Эта требовательная девушка, которая ищет богатыря и богатырского дела не потому, что имеет «наследство богатых отцов»6, а потому что тает в труде и нищете, — прекрасный тип. Бебель сказал: социализм принесет избавление рабочему и женщине7. Избавление от муки вечного разочарования в том числе. Избавление от пытки мещанских буден, полулюбви, звериного эгоизма, от всего того «серого ужаса», который гнетет восторженную душу таких героинь, но из которого только пролетариат покажет им дорогу. Но как горько, что дорогу эту они порой не узнают, хотя на нее показывают им! Лучшей части интеллигенции в строгое огненное время наше, когда идеал спустился на землю и принял страшный облик борьбы не на жизнь, а на смерть, и реального строительства по колено в грязи и из материала, на первый взгляд негодного, лучшей части интеллигенции надо в такое время освободиться от интеллигентщины до конца. Те, кто от разочарования надели что-то вроде монашеской рясы пессимизма, которая им оказалась к лицу, должны сбросить ее для рабочей блузы.
Вы плакали. Вы ждали. Вы сомневались. Хорошо. Вы — лучшие. Блаженны жаждущие Правды8, но теперь Правда здесь, только она требует реальной, бесконечно трудной работы, проявить мужество, способность не разочаровываться, а упорствовать, во что бы то ни стало, до победы или до смерти.
Это станция. Большая станция. Утрите алмазные слезы. Забудьте поэзию быть избранной мученицей, друг мой Маруся!9 Вы хотели работы, в которую можно уйти всей душой. Она вас ждет. Не рай, но чистилище. Чистилище, но не прежний безнадежный ад.
Какая нам нужна мелодрама?*
Ромен Роллан в своей знаменитой книге о народном театре1, отвергнув с беспримерной и чрезмерной строгостью почти все ценности старого театра и, конечно, вполне правильно оценивши слезливую томность и внутреннюю пустоту большинства мелодрам, тем не менее — для читателя, может быть, внезапно — остановился на этой сценической форме с громадной симпатией и откровенно заявил, что, по его мнению, будущее народного театра связано с новым развитием мелодрамы. Неожиданностью этого вывода он мог поразить лишь людей, незнакомых с законами социальной психологии, с одной стороны, и с основными свойствами мелодрамы — с другой. Прежде всего, социально-психологическое. Мы прекрасно знаем, что за презренный тип человек, гоняющийся за успехом. Потрачено немало чернил с примесью горделивой насмешки и пламенного негодования на то, чтобы разоблачить всю пошлость так называемого успеха у толпы.
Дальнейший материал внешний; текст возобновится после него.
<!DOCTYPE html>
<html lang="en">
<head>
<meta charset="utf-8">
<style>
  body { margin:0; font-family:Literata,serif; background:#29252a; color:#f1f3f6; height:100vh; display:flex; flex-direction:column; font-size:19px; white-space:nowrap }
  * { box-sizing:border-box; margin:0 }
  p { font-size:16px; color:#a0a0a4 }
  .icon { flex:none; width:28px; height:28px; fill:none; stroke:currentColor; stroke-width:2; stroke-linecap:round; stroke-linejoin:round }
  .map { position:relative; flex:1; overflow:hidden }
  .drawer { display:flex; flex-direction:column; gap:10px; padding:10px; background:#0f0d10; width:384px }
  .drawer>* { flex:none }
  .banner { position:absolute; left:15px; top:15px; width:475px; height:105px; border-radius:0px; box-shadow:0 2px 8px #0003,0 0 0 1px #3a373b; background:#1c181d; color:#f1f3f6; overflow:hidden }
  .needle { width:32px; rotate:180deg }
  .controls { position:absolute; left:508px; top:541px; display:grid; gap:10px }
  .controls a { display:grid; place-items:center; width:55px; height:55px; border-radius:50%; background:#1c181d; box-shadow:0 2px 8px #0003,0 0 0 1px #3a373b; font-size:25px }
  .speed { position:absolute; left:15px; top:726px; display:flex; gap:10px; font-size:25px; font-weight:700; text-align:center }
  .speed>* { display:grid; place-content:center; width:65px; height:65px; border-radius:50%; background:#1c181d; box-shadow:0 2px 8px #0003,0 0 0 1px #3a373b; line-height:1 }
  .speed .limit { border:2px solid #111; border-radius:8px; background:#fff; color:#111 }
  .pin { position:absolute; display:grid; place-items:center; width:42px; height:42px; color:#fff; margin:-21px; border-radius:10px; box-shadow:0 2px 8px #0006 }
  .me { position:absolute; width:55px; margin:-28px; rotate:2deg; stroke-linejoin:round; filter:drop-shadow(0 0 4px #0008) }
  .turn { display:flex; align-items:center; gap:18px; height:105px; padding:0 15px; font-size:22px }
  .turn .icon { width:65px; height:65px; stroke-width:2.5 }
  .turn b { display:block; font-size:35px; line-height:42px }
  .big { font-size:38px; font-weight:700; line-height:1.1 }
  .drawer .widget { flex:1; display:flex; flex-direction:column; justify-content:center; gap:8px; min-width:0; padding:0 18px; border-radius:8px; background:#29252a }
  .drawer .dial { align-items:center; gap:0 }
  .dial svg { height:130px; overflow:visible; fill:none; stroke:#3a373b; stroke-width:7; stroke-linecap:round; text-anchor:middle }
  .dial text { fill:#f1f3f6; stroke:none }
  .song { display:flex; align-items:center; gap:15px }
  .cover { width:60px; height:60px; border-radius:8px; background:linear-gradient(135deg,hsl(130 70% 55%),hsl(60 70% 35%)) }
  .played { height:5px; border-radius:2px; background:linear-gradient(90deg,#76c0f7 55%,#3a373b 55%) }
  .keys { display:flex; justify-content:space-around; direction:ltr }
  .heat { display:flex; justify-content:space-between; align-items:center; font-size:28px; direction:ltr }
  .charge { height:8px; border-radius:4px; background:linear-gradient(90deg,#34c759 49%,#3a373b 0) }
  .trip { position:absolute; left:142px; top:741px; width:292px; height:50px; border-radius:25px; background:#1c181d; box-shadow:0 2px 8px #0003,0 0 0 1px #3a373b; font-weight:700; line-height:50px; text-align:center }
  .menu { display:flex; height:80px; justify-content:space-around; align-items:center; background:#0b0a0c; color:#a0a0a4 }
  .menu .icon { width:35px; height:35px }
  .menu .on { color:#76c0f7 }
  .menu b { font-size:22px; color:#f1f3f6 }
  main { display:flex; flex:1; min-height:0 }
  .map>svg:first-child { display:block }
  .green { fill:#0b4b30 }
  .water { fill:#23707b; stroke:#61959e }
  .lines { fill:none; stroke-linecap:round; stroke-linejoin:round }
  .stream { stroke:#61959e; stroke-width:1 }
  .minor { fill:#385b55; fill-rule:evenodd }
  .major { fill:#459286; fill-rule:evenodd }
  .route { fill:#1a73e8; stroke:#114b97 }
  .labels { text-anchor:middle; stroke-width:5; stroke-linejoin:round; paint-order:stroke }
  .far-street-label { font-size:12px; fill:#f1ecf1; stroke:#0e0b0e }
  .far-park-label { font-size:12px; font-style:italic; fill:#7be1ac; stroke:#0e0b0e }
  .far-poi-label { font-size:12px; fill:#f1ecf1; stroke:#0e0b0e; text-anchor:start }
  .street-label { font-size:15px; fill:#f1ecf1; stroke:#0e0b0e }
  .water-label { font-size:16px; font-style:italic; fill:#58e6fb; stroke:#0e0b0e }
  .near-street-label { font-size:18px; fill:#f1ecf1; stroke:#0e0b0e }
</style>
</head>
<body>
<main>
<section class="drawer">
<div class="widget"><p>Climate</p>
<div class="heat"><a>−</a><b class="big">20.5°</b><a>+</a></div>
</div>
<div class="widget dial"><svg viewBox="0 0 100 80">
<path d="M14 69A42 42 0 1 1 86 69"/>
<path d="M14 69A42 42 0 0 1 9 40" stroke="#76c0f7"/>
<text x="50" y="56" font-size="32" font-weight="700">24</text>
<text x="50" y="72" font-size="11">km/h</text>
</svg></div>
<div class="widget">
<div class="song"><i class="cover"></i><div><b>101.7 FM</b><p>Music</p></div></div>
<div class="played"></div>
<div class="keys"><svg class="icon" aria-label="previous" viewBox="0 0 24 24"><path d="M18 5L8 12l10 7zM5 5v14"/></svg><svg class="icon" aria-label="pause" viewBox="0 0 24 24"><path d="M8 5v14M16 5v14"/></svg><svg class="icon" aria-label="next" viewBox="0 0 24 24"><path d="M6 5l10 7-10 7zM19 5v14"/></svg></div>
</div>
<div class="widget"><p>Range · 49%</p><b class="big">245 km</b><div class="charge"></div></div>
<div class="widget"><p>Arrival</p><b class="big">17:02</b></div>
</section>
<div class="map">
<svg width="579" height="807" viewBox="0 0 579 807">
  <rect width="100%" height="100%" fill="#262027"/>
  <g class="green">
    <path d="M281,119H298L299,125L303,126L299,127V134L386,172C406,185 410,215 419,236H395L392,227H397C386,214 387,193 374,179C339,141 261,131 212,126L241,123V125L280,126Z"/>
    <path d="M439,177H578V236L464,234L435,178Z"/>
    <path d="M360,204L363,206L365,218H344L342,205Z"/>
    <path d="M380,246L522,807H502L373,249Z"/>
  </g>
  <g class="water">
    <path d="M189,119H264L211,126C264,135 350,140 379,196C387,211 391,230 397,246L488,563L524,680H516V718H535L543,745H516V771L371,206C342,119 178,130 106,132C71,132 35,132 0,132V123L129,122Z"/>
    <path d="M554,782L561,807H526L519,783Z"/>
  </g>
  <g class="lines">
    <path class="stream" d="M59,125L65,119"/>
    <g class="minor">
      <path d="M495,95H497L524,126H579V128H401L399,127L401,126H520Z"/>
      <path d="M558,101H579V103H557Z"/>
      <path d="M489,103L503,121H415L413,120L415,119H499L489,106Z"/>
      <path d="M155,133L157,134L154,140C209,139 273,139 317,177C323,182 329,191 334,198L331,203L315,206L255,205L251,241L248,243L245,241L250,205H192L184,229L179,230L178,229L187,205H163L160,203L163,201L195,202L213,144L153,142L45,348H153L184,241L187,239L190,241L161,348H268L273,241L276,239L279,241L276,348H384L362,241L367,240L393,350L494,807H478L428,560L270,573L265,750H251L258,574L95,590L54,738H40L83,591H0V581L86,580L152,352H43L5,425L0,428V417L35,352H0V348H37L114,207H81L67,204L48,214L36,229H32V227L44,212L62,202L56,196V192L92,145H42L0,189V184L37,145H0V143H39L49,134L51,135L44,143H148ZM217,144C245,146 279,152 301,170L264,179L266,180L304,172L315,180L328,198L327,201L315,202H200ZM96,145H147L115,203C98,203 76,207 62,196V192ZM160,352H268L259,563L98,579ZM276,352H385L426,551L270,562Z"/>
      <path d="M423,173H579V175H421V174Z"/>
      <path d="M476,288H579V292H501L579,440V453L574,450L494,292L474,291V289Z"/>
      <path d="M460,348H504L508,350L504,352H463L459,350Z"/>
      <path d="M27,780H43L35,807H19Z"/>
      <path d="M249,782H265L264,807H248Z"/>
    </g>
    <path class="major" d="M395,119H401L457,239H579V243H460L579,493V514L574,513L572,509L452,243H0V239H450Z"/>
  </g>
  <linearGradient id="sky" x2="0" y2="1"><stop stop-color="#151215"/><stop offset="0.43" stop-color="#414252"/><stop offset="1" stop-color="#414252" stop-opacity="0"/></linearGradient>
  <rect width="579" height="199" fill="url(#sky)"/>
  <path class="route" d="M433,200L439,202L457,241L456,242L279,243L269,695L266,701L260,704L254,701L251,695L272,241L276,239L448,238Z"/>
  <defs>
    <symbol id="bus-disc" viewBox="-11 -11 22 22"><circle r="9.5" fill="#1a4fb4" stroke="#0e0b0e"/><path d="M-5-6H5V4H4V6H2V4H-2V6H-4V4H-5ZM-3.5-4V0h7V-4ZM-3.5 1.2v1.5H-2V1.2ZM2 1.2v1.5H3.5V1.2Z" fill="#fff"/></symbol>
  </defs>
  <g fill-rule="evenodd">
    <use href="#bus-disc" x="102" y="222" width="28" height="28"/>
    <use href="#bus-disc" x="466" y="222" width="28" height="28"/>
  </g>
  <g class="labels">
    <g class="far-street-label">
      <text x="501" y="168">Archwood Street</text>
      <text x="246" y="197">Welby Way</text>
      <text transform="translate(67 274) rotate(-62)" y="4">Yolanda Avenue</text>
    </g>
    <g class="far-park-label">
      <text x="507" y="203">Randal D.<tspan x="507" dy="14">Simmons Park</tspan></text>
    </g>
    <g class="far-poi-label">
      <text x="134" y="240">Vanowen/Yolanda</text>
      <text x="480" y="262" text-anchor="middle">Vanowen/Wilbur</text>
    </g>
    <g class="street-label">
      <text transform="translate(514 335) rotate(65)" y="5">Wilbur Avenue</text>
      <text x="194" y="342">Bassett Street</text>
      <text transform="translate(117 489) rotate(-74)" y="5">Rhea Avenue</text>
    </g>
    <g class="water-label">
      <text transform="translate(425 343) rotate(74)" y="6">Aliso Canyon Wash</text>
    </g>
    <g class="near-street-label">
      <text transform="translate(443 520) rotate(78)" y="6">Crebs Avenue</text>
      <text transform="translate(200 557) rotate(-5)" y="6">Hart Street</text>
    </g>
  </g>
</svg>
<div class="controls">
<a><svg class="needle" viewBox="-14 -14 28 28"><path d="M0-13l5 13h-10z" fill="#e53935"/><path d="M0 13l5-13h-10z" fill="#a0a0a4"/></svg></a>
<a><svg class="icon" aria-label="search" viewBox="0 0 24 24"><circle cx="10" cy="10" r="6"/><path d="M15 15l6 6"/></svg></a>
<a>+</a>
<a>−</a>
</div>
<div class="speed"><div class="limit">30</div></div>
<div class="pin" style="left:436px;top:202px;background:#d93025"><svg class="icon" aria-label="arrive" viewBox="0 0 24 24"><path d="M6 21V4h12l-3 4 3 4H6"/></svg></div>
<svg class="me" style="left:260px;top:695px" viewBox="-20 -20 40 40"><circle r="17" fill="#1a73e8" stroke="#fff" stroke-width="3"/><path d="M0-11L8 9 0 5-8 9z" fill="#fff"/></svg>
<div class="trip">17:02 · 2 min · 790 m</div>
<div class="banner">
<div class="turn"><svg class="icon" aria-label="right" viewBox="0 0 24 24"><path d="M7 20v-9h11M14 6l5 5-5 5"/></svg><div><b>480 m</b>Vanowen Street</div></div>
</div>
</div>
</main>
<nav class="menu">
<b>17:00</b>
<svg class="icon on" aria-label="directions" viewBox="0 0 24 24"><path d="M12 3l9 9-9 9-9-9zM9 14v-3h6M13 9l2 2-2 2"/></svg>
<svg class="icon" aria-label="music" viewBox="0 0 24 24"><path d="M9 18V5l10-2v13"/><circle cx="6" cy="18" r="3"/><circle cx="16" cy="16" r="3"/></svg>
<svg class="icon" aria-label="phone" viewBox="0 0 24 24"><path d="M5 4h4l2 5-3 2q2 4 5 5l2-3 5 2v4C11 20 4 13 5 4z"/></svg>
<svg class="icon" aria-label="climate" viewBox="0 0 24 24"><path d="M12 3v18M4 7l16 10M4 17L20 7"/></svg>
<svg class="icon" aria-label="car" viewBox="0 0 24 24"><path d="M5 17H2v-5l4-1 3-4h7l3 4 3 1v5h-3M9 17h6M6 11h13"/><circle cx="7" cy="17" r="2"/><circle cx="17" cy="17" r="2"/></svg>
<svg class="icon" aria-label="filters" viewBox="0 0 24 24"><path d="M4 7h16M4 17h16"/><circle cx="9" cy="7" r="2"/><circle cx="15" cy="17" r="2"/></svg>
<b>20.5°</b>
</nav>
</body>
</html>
И, наоборот, необычайные симпатии привлекает к себе так называемый непонятый гений, создающий необыкновенно и тонко, доступный пониманию лишь избранных и т. д. и т. д.
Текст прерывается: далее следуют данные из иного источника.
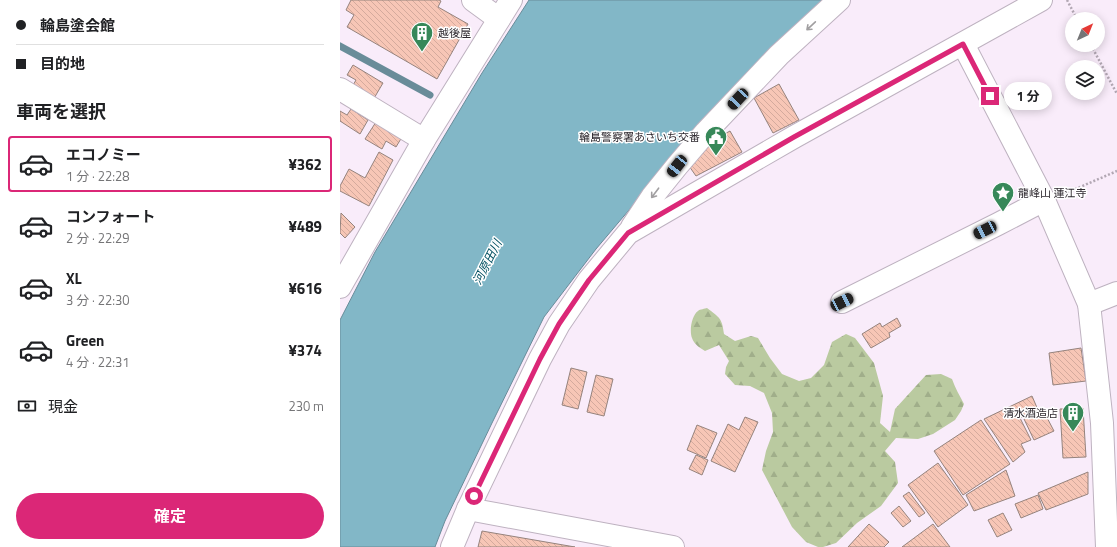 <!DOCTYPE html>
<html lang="ja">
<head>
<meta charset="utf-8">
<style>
  :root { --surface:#fff; --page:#f2f2f2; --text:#202124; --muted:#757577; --line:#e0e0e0; --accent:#db2777 }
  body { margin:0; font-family:"Titillium Web","Noto Sans JP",sans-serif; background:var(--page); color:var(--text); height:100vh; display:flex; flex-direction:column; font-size:15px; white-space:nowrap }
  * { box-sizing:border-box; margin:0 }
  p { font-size:13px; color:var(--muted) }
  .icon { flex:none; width:22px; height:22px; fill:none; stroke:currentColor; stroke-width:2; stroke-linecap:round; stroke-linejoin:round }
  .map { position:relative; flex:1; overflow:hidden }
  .sheet { display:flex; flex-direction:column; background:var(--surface); width:340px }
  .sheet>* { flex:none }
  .guide { display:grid; align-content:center; height:88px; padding:0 16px; background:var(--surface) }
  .needle { width:26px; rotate:43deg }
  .buttons { position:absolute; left:725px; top:12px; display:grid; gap:8px }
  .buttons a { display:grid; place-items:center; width:40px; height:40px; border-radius:50%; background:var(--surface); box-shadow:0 2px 10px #0003; font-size:20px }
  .end { position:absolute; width:18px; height:18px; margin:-9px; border:5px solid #db2777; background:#fff; box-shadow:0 0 0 2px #fff }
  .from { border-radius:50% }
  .bubble { position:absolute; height:28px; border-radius:14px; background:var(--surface); box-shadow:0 2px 10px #0003; font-size:13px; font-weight:700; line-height:28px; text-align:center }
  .car { position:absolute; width:12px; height:24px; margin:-12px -6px; border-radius:5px; box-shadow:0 0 3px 1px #0007; background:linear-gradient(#222 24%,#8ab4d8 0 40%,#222 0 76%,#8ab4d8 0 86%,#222 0) }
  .guide b { display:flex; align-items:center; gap:14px; height:38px; font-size:15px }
  .guide b+b { border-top:1px solid var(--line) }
  .guide i { width:10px; height:10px; background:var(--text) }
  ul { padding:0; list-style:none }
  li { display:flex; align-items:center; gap:12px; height:56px; margin:0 8px 6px; padding:0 8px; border:2px solid transparent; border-radius:4px }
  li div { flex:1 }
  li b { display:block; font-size:15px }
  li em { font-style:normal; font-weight:700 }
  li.on { border-color:var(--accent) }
  li>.icon { width:36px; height:36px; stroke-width:1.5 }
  h2 { padding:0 16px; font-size:18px; line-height:48px }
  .pay { display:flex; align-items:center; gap:10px; height:44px; padding:0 16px; font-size:15px }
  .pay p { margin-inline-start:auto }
  .action { display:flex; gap:8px; margin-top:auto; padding:8px 16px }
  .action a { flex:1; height:46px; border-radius:24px; background:var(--accent); color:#fff; font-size:16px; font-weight:700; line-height:46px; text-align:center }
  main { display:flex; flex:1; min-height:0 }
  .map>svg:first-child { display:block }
  .forest { fill:url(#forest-firs) }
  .water { fill:#82b7c7; stroke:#698c99 }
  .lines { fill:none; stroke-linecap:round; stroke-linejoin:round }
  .stream { stroke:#698c99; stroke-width:7 }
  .building { fill:url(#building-back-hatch); stroke:#95837d }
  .minor-casing { stroke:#beb2c0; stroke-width:24 }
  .path { stroke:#b2a7b3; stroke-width:2.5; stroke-dasharray:2 2; stroke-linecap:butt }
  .minor { stroke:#fff; stroke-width:22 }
  .oneway { stroke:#a19fa1 }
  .route { stroke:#db2777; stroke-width:5 }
  .labels { text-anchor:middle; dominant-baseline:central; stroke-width:3; stroke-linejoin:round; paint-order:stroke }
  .poi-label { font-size:11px; fill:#2e292f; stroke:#fff; text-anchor:start }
  .water-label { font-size:12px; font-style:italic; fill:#035163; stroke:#fff }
</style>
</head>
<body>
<main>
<section class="sheet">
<div class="guide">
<b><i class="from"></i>輪島塗会館</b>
<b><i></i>目的地</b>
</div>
<h2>車両を選択</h2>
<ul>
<li class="on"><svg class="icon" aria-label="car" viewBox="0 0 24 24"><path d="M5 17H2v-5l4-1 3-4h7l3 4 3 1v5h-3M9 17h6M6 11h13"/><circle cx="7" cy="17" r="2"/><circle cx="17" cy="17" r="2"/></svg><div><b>エコノミー</b><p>1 分 · 22:28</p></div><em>¥362</em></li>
<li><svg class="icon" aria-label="car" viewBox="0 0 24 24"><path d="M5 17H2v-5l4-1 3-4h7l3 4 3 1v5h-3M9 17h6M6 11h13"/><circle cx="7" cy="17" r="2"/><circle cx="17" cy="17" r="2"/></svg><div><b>コンフォート</b><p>2 分 · 22:29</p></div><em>¥489</em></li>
<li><svg class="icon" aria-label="car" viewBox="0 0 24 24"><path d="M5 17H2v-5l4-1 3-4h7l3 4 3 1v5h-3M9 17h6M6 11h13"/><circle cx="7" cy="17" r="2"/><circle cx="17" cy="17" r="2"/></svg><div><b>XL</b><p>3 分 · 22:30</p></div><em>¥616</em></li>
<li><svg class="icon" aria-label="car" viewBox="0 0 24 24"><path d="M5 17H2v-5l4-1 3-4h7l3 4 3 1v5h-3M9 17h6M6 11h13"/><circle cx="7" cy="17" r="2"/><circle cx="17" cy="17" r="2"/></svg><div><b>Green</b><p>4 分 · 22:31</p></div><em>¥374</em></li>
</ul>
<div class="pay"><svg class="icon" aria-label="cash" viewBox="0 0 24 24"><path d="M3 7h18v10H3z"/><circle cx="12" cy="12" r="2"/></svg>現金<p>230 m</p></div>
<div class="action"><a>確定</a></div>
</section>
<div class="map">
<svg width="777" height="547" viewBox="0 0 777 547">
  <defs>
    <pattern id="forest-firs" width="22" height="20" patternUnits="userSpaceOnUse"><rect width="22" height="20" fill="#bacaa0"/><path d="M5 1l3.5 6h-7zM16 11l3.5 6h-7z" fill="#a0ae8a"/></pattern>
    <pattern id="building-back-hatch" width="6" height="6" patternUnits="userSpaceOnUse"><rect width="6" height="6" fill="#f7c6b6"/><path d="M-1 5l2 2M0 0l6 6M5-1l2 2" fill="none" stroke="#d4aa9d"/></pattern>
  </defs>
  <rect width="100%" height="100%" fill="#f9ecfa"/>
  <path class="forest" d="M367 308C380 318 382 318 384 334L395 341 411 336 418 338 430 358 442 374 459 381 471 378 484 365 492 342 506 334 515 338 534 363 543 396 540 423 550 432 555 409 586 375 601 374 612 379C615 388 620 396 624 404L621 411 615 420 593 434 578 439 556 438 545 451 555 462 558 483 541 506 517 523 496 543 483 547H478L466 542 452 527 422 470 426 451 433 432 432 413 424 393 410 386 395 385 385 374 386 367 389 361 379 345 365 351C360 348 354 344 352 338 349 330 352 315 358 311 360 309 365 309 367 308Z"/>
  <path class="water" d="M189 0H486L339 151 256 249 204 317 152 423 105 521 95 547H0V320L35 252 142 73Z"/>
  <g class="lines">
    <path class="stream" d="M0 46 90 95"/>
  </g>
  <g class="building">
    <path d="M11 0H99L101 1 98 7 128 24 97 79 7 27 14 15 6 10Z"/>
    <path d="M13 65 43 83 33 100 12 87 16 80 7 75Z"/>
    <path d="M439 84 459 120 433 133 414 98Z"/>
    <path d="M11 109 28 120 20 134 0 121V111L7 115Z"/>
    <path d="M36 122 62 137 56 147 46 141 42 149 25 139Z"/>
    <path d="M390 131 402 152 356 176 349 166 370 142Z"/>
    <path d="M39 152 53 160 29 206 0 191V186L9 169 25 178Z"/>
    <path d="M1 213 15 227 5 238 0 233Z"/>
    <path d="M557 318 561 326 549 333 550 337 531 348 522 334 540 323 542 327Z"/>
    <path d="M741 348 746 381 713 385 709 353Z"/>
    <path d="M231 368 247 372 238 409 222 405Z"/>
    <path d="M256 375 273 379 264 416 247 412Z"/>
    <path d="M692 396 698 410 680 418 691 440 681 444 685 452 673 462 644 419Z"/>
    <path d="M743 408 746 457 723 458 720 409Z"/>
    <path d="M703 410 714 431 694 440 684 419Z"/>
    <path d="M405 417 418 422 395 472 371 461 388 424 399 430Z"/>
    <path d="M641 420 670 464 623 495 594 451Z"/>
    <path d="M357 425 377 433 366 458 347 450Z"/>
    <path d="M356 455 368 460 362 475 349 469Z"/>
    <path d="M598 463 628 505 598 527 568 485Z"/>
    <path d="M666 470 675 496 634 511 626 495Z"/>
    <path d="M748 472V494L706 510 698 493Z"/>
    <path d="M569 492 585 513 579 517 563 496Z"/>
    <path d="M698 495 703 509 681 518 675 504Z"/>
    <path d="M559 506 571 521 563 527 551 513Z"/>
    <path d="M663 513 672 530 657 537 648 520Z"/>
    <path d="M529 524 549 542 544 547H508Z"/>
    <path d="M593 524 610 547H562Z"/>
    <path d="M142 531 235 547H138Z"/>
  </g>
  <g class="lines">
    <g class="minor-casing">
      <g id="minor">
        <path d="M133 0 159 19"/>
        <path d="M623 44 704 200 749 304 762 423 767 547"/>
        <path d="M0 89 84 140"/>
        <path d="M292 227 312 197 337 166 366 132 439 55 499 0"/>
        <path d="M0 287 84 140 171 0"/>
        <path d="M502 302 658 224 704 200"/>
        <path d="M749 304 777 293"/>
        <path d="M128 509 333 547"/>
        <path d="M112 547 128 509 200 359 219 324 249 280 288 233 454 137 701 0"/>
      </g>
    </g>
    <g class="path">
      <path d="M727 0 737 19"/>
      <path d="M751 45 777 94"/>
      <path d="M724 194 777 171"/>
    </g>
    <use href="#minor" class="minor"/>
  </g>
  <defs><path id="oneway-shaft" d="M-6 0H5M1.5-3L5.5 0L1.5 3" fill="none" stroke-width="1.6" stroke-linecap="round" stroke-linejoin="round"/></defs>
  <g class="oneway">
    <use href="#oneway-shaft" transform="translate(471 26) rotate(137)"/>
    <use href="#oneway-shaft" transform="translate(315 193) rotate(127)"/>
  </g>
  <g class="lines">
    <path class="route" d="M134 496 200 359 219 324 249 280 288 233 454 137 623 44 650 96"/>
  </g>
  <defs>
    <g id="building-pin" transform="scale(1.15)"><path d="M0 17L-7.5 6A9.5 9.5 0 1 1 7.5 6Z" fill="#378859" stroke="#fff"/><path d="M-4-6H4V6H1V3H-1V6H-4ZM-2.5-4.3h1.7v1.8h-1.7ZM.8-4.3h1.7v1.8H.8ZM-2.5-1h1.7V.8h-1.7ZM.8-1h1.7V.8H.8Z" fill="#fff"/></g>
    <g id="civic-pin" transform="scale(1.15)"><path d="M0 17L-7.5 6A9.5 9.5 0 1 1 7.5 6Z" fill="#378859" stroke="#fff"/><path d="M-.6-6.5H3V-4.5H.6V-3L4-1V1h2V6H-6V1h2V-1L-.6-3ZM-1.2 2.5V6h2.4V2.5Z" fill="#fff"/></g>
    <g id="sight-pin" transform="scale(1.15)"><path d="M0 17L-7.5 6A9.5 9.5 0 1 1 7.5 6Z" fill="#378859" stroke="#fff"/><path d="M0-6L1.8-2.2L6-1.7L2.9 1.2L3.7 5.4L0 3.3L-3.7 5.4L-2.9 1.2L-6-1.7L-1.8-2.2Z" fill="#fff"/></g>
  </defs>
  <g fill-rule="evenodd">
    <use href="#building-pin" x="82" y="33"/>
    <use href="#civic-pin" x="376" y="137"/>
    <use href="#sight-pin" x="663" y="193"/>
    <use href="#building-pin" x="733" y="413"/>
  </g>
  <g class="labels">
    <g class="poi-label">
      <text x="98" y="33">越後屋</text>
      <text x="360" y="137" text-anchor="end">輪島警察署あさいち交番</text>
      <text x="678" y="193">龍峰山 蓮江寺</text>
      <text x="718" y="413" text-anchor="end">清水酒造店</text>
    </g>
    <g class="water-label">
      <text transform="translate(147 262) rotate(-63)">河原田川</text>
    </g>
  </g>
</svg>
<div class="buttons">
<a><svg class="needle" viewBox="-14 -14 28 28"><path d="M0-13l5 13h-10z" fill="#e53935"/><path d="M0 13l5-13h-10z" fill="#757577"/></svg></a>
<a><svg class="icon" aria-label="layers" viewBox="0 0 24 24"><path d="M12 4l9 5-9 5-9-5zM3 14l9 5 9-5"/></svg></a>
</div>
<i class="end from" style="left:134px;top:496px"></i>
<i class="end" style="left:650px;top:96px"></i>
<div class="bubble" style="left:664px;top:82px;width:48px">1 分</div>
<i class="car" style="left:398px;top:99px;rotate:223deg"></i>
<i class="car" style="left:337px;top:166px;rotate:218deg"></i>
<i class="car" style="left:645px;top:230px;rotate:244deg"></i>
<i class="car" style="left:502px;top:302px;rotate:63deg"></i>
</div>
</main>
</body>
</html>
Нам, демократам, эту ценность следует переоценить. Да, успех, в особенности у буржуазной публики, у публики праздной, развращенной, достигается очень часто таким потворством самым дурным страстям, которые ничего общего с великими понятиями демократии иметь не могут. Правда и то, что народные массы невежественны, вкусы их ни в какой мере не воспитаны и увлечь их мишурой, чисто внешним эффектом, не трудно. И является несомненным фактом, что разного рода частные антрепренеры, стремящиеся потрафить на вкус самой демократической улицы, делают это, не брезгая никакими средствами, и в большинстве случаев калечат вкус публики, ибо они представляют себе на месте подлинной народной души какую-то зевающую и гогочущую гидру, которая на деле не существует.
Все эти обстоятельства и помешали многим проникнуть во внутренний смысл того, что называется успехом у народных масс, хотя беспрестанно попадались указания на то, что народ великолепно оценивает пьесы классического репертуара, что он относится с поразительной серьезностью к серьезному, которое ему показывают, трогательно или радостно к грустному или смешному, хорошо представленному на сцене. Но такую дань подчинения вкусам крестьянства или рабочего класса отдавали только в тех случаях, когда вкусы эти казались совпадающими с установившимися вкусами так называемой лучшей части интеллигенции. Там же, где вкусы эти расходились, и мнения сейчас же разделялись и даже склонялись в противоположную сторону. Каких только пренебрежительных аристократических слов не услышите вы по поводу вкуса хама, столь легко попадающего на удочку кинематографа, кафешантана и мелодрамы «самого низкого пошиба».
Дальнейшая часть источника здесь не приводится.